Collected data entries:

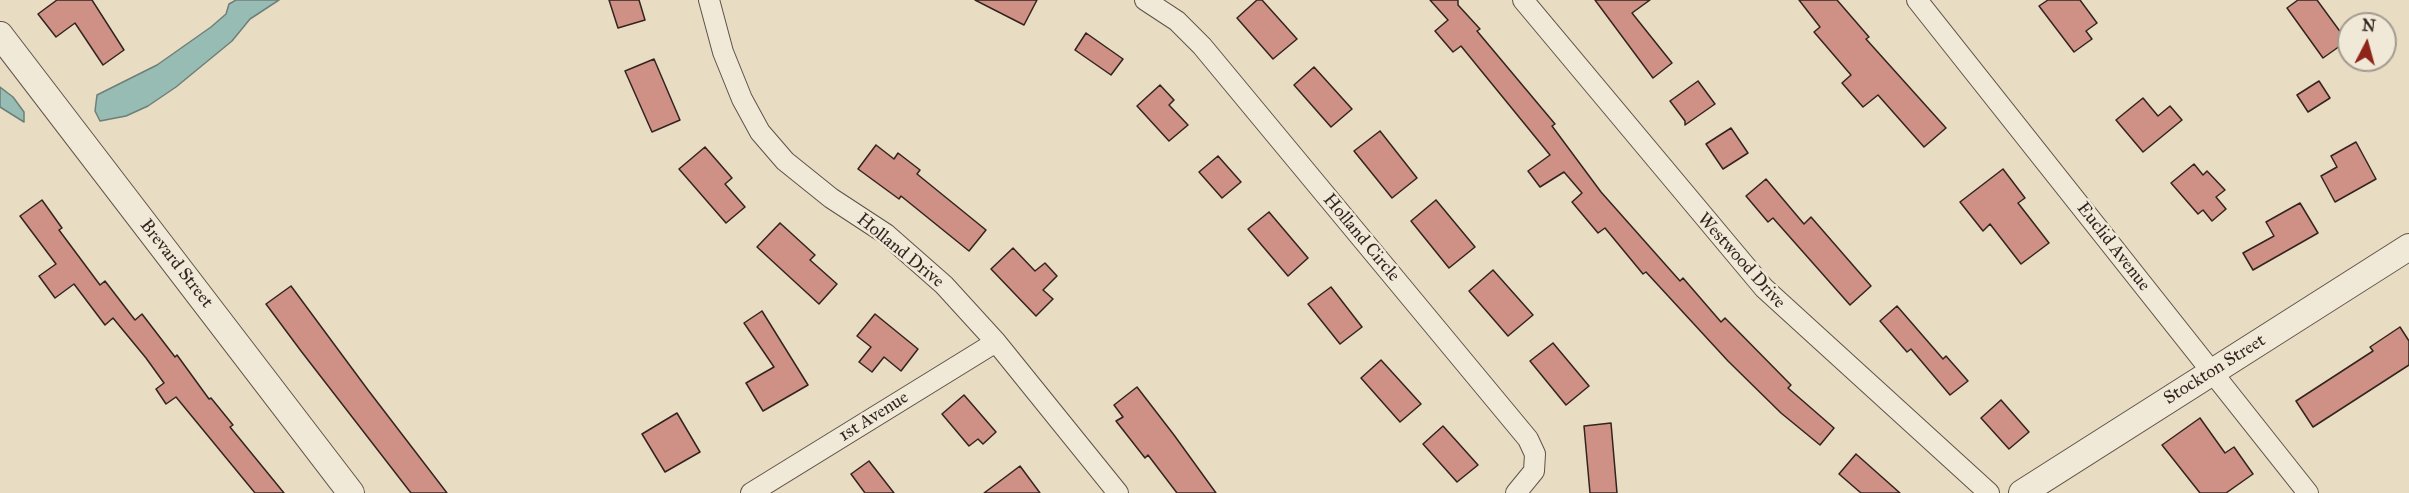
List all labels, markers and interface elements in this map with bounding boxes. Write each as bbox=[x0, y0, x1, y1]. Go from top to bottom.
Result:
north arrow bbox=[2337, 12, 2397, 72]
text: N bbox=[2361, 15, 2376, 36]
street label: Holland Circle bbox=[1318, 190, 1404, 286]
street label: Euclid Avenue bbox=[2072, 198, 2154, 296]
street label: Holland Drive bbox=[852, 209, 948, 293]
street label: Westwood Drive bbox=[1692, 209, 1790, 313]
street label: Brevard Street bbox=[135, 215, 217, 313]
street label: Stockton Street bbox=[2160, 330, 2270, 410]
street label: 1st Avenue bbox=[835, 387, 913, 447]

What to work on:
Leave the pictures out and return each entry exactly.

Written response:
List all labels, markers and interface elements in this map with bounding boxes. Write each as bbox=[x0, y0, x1, y1]. Go from top to bottom.
Result:
north arrow bbox=[2337, 12, 2397, 72]
text: N bbox=[2361, 15, 2376, 36]
street label: Holland Circle bbox=[1318, 190, 1404, 286]
street label: Euclid Avenue bbox=[2072, 198, 2154, 296]
street label: Holland Drive bbox=[852, 209, 948, 293]
street label: Westwood Drive bbox=[1692, 209, 1790, 313]
street label: Brevard Street bbox=[135, 215, 217, 313]
street label: Stockton Street bbox=[2160, 330, 2270, 410]
street label: 1st Avenue bbox=[835, 387, 913, 447]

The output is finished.